Provided records Block Start
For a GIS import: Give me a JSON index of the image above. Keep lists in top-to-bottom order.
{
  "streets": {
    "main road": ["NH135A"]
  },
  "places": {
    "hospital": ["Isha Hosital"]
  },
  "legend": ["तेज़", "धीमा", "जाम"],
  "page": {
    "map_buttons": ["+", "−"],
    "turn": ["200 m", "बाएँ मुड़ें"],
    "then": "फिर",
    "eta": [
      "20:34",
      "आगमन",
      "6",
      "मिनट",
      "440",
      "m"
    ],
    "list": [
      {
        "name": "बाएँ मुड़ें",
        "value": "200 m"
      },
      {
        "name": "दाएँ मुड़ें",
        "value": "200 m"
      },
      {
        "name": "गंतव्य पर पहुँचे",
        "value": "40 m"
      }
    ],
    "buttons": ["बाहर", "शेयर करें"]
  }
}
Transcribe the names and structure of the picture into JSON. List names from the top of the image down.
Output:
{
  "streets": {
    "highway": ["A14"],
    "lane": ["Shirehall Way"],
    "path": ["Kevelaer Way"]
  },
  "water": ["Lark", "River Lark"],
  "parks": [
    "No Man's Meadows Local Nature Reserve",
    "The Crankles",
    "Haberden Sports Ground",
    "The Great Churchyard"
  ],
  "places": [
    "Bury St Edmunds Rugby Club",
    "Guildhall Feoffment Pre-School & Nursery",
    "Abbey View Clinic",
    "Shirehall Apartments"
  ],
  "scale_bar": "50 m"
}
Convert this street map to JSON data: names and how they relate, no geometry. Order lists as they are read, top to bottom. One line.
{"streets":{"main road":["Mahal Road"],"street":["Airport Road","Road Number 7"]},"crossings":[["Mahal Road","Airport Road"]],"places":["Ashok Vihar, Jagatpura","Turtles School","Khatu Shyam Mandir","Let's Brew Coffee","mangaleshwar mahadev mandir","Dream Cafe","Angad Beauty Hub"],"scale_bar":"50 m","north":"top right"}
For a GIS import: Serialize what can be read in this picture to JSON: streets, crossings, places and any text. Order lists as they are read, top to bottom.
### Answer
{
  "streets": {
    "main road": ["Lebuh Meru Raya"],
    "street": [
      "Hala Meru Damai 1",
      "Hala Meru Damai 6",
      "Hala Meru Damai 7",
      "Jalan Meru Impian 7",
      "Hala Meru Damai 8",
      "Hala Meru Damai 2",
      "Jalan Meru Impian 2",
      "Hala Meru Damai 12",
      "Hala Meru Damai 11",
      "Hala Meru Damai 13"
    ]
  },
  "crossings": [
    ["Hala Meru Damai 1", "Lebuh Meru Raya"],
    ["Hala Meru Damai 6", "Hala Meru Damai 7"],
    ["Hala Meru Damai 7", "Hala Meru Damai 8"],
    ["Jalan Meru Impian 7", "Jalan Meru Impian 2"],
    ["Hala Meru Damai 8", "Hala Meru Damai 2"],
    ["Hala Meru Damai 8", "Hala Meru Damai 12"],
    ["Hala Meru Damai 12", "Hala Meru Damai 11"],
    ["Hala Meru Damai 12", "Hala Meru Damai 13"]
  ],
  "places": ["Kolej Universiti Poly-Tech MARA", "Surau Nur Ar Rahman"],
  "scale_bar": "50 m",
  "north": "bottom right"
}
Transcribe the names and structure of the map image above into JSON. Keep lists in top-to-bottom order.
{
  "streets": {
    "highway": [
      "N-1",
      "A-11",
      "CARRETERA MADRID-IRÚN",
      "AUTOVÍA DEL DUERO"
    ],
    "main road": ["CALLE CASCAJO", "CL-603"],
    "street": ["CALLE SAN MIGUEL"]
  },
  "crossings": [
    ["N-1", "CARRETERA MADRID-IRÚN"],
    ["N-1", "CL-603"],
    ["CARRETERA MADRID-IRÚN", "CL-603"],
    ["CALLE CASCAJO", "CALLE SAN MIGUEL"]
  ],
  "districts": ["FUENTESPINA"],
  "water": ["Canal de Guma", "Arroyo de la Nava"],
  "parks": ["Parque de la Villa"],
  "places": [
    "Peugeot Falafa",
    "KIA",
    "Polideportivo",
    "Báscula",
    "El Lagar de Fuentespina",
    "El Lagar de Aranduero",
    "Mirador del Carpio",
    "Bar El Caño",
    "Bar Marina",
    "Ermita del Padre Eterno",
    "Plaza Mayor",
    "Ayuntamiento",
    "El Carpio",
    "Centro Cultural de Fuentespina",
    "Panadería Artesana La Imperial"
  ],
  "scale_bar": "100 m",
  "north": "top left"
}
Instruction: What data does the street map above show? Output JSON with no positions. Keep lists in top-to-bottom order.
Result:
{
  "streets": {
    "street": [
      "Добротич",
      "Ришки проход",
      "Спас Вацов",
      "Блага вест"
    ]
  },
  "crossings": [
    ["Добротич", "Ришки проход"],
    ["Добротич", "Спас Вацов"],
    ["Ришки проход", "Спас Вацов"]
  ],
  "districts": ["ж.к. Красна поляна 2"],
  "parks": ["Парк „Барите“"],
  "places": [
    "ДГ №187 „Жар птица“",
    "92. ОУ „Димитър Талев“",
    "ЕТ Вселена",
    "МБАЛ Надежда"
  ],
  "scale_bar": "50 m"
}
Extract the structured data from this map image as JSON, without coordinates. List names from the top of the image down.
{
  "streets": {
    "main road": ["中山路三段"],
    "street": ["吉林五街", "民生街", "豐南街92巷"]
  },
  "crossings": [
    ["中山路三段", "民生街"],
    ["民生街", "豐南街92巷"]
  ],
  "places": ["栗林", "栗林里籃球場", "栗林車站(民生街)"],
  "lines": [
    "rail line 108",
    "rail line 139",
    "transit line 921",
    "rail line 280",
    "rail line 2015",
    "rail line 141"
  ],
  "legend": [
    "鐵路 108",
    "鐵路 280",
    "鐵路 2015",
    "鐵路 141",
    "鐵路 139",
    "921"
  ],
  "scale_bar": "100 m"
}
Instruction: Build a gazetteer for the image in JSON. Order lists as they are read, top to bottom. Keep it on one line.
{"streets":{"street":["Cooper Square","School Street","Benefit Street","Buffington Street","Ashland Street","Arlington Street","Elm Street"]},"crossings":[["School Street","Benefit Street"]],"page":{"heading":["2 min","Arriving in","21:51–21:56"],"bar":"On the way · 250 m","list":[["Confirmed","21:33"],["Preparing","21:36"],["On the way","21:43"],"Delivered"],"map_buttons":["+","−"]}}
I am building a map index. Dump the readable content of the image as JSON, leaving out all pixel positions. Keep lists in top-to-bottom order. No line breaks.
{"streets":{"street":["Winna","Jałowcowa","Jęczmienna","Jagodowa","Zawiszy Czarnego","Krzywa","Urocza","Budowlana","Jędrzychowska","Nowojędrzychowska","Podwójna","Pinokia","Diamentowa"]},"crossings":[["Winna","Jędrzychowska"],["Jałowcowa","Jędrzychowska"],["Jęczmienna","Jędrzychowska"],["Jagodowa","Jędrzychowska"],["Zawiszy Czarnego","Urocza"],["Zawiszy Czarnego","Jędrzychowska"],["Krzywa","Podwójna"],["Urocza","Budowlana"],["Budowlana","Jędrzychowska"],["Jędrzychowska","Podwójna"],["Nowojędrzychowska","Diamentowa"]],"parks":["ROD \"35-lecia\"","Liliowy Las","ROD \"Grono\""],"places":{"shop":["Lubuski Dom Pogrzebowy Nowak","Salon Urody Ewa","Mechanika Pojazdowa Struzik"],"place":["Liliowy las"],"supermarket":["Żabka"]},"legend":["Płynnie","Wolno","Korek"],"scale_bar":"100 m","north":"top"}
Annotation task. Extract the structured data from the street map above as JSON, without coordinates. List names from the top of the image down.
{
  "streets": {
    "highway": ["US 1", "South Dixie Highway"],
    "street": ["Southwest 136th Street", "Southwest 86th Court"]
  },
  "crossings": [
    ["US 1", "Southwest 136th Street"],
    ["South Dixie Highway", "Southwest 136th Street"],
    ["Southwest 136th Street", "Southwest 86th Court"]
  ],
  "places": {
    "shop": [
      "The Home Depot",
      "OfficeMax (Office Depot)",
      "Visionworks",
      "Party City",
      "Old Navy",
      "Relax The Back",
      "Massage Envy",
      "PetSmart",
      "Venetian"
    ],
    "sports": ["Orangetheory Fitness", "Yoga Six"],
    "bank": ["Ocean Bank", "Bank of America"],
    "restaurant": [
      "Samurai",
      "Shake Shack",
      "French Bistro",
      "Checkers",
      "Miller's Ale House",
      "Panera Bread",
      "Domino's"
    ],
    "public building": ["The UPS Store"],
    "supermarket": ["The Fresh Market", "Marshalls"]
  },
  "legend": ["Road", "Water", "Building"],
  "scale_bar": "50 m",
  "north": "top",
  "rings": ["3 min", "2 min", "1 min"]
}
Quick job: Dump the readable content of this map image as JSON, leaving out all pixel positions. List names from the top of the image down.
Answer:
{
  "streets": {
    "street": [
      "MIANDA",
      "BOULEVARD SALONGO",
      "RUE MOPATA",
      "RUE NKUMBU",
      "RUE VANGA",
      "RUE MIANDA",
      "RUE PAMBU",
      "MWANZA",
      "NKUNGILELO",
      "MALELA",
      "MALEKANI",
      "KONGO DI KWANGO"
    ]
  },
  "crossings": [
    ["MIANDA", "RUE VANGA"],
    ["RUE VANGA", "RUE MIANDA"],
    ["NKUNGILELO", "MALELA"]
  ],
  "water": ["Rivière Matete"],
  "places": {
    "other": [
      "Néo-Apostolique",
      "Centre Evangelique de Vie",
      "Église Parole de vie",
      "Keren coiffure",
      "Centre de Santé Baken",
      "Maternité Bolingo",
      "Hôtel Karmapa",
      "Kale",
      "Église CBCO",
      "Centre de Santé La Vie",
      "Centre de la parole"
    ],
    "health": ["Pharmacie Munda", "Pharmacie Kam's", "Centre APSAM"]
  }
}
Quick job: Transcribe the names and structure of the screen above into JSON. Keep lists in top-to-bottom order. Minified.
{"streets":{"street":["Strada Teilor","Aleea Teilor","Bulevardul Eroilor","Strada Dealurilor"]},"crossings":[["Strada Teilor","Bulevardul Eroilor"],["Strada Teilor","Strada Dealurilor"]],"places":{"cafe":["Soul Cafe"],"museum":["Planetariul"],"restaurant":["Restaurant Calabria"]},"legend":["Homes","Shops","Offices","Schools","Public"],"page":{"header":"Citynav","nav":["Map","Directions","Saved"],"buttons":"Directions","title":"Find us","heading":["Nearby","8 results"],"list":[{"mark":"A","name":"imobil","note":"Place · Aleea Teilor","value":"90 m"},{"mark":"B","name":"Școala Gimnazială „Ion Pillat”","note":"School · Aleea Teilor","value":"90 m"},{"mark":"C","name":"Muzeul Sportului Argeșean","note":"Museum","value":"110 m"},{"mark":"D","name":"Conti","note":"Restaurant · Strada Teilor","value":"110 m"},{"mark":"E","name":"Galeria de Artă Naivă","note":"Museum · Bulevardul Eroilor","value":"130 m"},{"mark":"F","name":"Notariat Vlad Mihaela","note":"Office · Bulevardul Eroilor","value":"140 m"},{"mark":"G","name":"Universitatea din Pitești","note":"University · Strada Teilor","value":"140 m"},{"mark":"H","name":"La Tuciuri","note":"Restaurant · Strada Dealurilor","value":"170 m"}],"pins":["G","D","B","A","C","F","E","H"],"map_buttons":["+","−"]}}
Provided records Block End
= Directions for this task =
Identify each line in the records above that contains the word "picture", and copy it out in full.

= Solved exercise =
Transcribe the names and structure of the picture into JSON. List names from the top of the image down.
For a GIS import: Serialize what can be read in this picture to JSON: streets, crossings, places and any text. Order lists as they are read, top to bottom.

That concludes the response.